Later Chola Temples

by S. R. Balasubrahmanyam | 1979 | 143,852 words

This volume of Chola Temples covers Kulottunga I to Rajendra III in the timeframe A.D. 1070-1280. The Cholas of Southern India left a remarkable stamp in the history of Indian architecture and sculpture. Besides that, the Chola dynasty was a successful ruling dynasty even conquering overseas regions....
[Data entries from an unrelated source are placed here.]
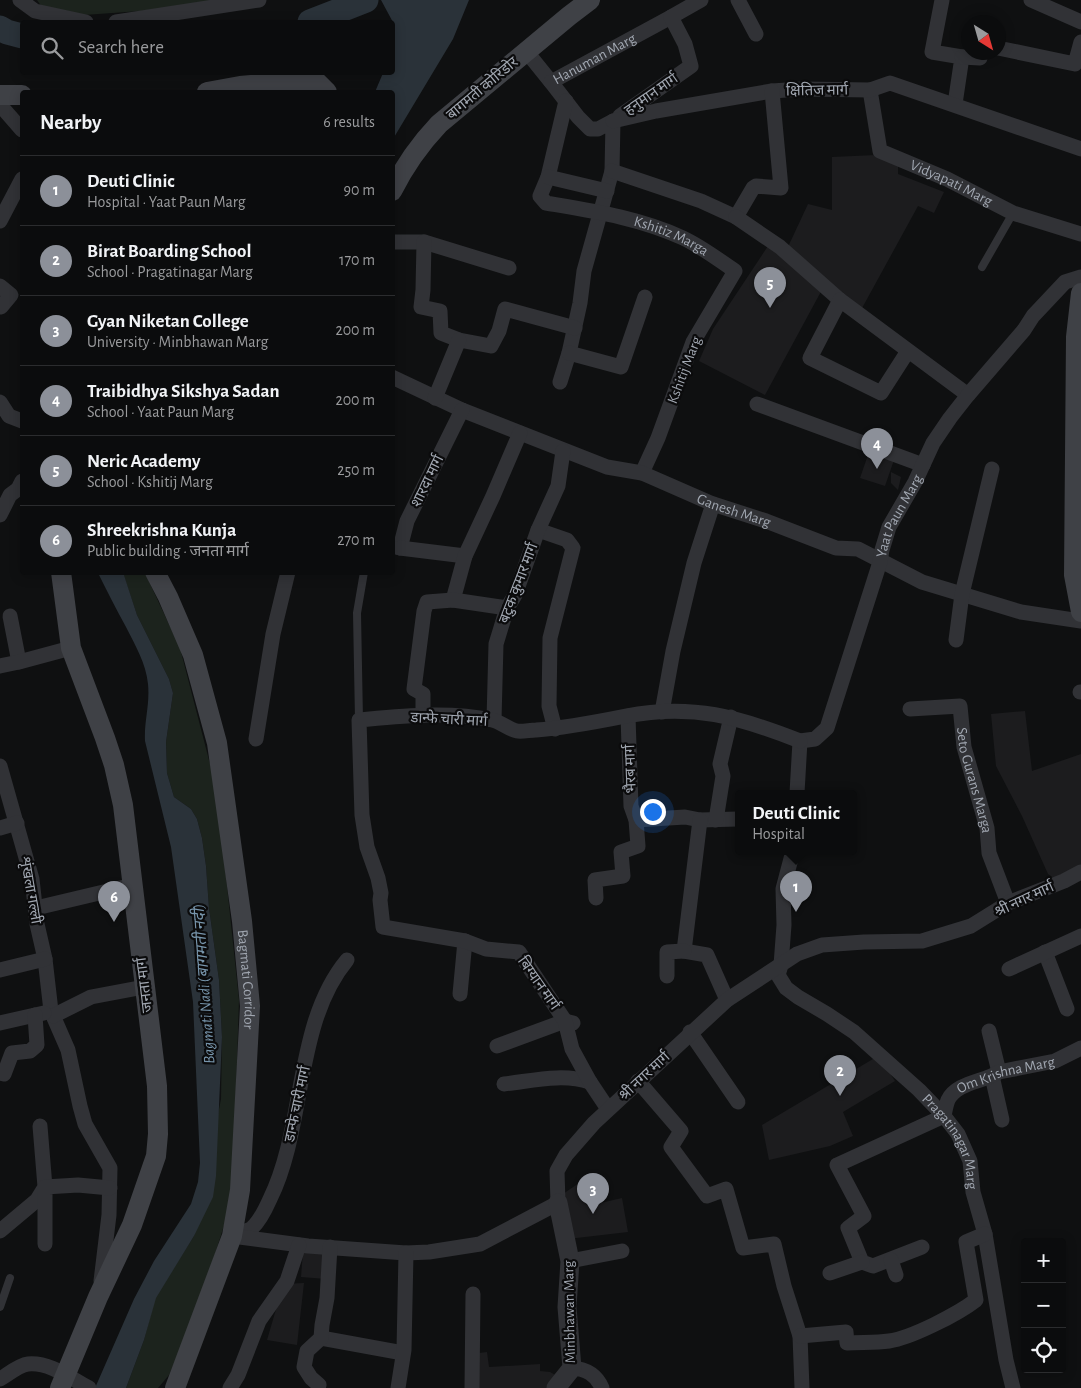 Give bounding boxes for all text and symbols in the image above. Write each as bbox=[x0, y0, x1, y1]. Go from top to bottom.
north arrow bbox=[961, 15, 1006, 60]
search box bbox=[20, 20, 395, 75]
street label: Hanuman Marg bbox=[551, 30, 639, 87]
icon: search bbox=[38, 34, 66, 62]
text: Search here bbox=[78, 38, 164, 57]
street label: बागमती कोरिडोर bbox=[443, 53, 522, 122]
street label: हनुमान मार्ग bbox=[621, 68, 683, 120]
street label: क्षितिज मार्ग bbox=[786, 80, 849, 99]
text: Nearby bbox=[40, 112, 101, 133]
text: 6 results bbox=[323, 114, 375, 130]
street label: Vidyapati Marg bbox=[908, 158, 995, 209]
text: Deuti Clinic bbox=[87, 172, 175, 191]
text: 1 bbox=[53, 182, 59, 198]
text: 90 m bbox=[344, 182, 375, 198]
text: Hospital · Yaat Paun Marg bbox=[87, 194, 246, 210]
street label: Kshitiz Marga bbox=[632, 214, 711, 259]
text: Birat Boarding School bbox=[87, 242, 251, 261]
text: 2 bbox=[52, 252, 60, 268]
text: 170 m bbox=[339, 252, 375, 268]
text: School · Pragatinagar Marg bbox=[87, 264, 253, 280]
pin: 5 bbox=[754, 267, 786, 308]
text: Gyan Niketan College bbox=[87, 312, 249, 331]
text: 3 bbox=[53, 322, 59, 338]
text: 200 m bbox=[335, 322, 375, 338]
text: University · Minbhawan Marg bbox=[87, 334, 268, 350]
street label: Kshitij Marg bbox=[665, 334, 704, 406]
text: Traibidhya Sikshya Sadan bbox=[87, 382, 280, 401]
text: 4 bbox=[52, 392, 60, 408]
text: 200 m bbox=[335, 392, 375, 408]
text: School · Yaat Paun Marg bbox=[87, 404, 234, 420]
pin: 4 bbox=[861, 428, 893, 469]
street label: शारदा मार्ग bbox=[407, 451, 447, 510]
text: Neric Academy bbox=[87, 452, 200, 471]
text: 5 bbox=[53, 462, 59, 478]
text: 250 m bbox=[337, 462, 375, 478]
street label: Yaat Paun Marg bbox=[874, 472, 926, 559]
text: School · Kshitij Marg bbox=[87, 474, 213, 490]
street label: Ganesh Marg bbox=[695, 491, 773, 530]
text: Shreekrishna Kunja bbox=[87, 521, 236, 540]
text: 6 bbox=[52, 532, 60, 548]
text: 270 m bbox=[337, 532, 375, 548]
street label: बटुक कुमार मार्ग bbox=[494, 539, 543, 626]
text: Public building · जनता मार्ग bbox=[87, 543, 249, 559]
street label: डान्फे चारी मार्ग bbox=[409, 708, 489, 729]
street label: Seto Gurans Marga bbox=[954, 727, 994, 834]
street label: भैरब मार्ग bbox=[620, 743, 639, 794]
popup bbox=[735, 790, 857, 855]
your location bbox=[640, 799, 666, 825]
text: Deuti Clinic bbox=[752, 804, 840, 823]
text: Hospital bbox=[752, 826, 805, 842]
street label: शृंखला गल्ली bbox=[15, 855, 45, 927]
pin: 1 bbox=[780, 871, 812, 912]
street label: श्री नगर मार्ग bbox=[991, 877, 1057, 920]
pin: 6 bbox=[98, 881, 130, 922]
water label: Bagmati Nadi (बागमती नदी) bbox=[188, 903, 218, 1065]
street label: Bagmati Corridor bbox=[235, 929, 257, 1030]
street label: बिग्यान मार्ग bbox=[515, 953, 565, 1014]
street label: जनता मार्ग bbox=[132, 955, 155, 1014]
street label: श्री नगर मार्ग bbox=[615, 1047, 673, 1104]
street label: Om Krishna Marg bbox=[954, 1054, 1057, 1096]
pin: 2 bbox=[824, 1055, 856, 1096]
street label: डान्फे चारी मार्ग bbox=[280, 1063, 313, 1144]
street label: Pragatinagar Marg bbox=[919, 1091, 980, 1191]
pin: 3 bbox=[577, 1173, 609, 1214]
map controls bbox=[1021, 1238, 1066, 1373]
button: + bbox=[1021, 1238, 1066, 1283]
street label: Minbhawan Marg bbox=[561, 1260, 578, 1364]
button: − bbox=[1021, 1283, 1066, 1328]
button: locate bbox=[1021, 1328, 1066, 1373]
Note 2d: Chola Feudatories, the Adigaimans

While dealing with the period of Kulottunga I, we had occasion to mention that the region of Gangavadi, which was conquered and made a province of the Chola empire by Rajaraja I, was being administered on behalf of the emperor by the ancient line of Chiefs known as the Adigaimans with their capital at Tagadur, identified with modern Dharmapuri in the Salem district. The Adigaimans were traditional rulers of the region known as the Kongu nadu, and it was an Adigaiman or Adiyaman Chief, who, on his refusing to surrender the region to the growing power of the Hoysalas under Bittiga Vishnuvardhana (a.d. 1100-52), was challenged to battle at Talekkad by the Hoysala Dandanayaka Gangaraja and defeated in a.d. 1116. With that the Gangavadi region passed out of the hands of the Cholas for a while. It would however be seen that during the early years of Kulottunga I’s successor, Vikrama Chola, the Adigaiman Chiefs succeeded in taking back, if not all the portions, at least a sizable part of the Gangavadi region. During the middle of the 1 2th century, we hear of a Rajarajadeva ruling this region, in which were included portions of the Kolar and Chittoor districts as well. This Adigaiman Chief must have been a contemporary of Rajaraja II, not only on the basis of his name but also from the fact that Vidugadalagiya Perumal, who was his successor, was a contemporary of Kulottunga III. The later Chief boasts of being the Lord of Ten (southern) Tagadai and the conqueror of the land of the Kadava, the Magada and the Ganga. There is likely to be some truth in this tall claim, as we find that Laddigam, which was a part of the Ganga region, has a number of his inscriptions. In an inscription dated in the 22nd year of Kulottunga III, this Chief claims to be the Lord of the three rivers, the Palar, the Pennai and the Kaveri and to have built a temple of stone at Sirukottai on the banks of the Pennai (vide Kambayanallur, ARE 8 of 1900).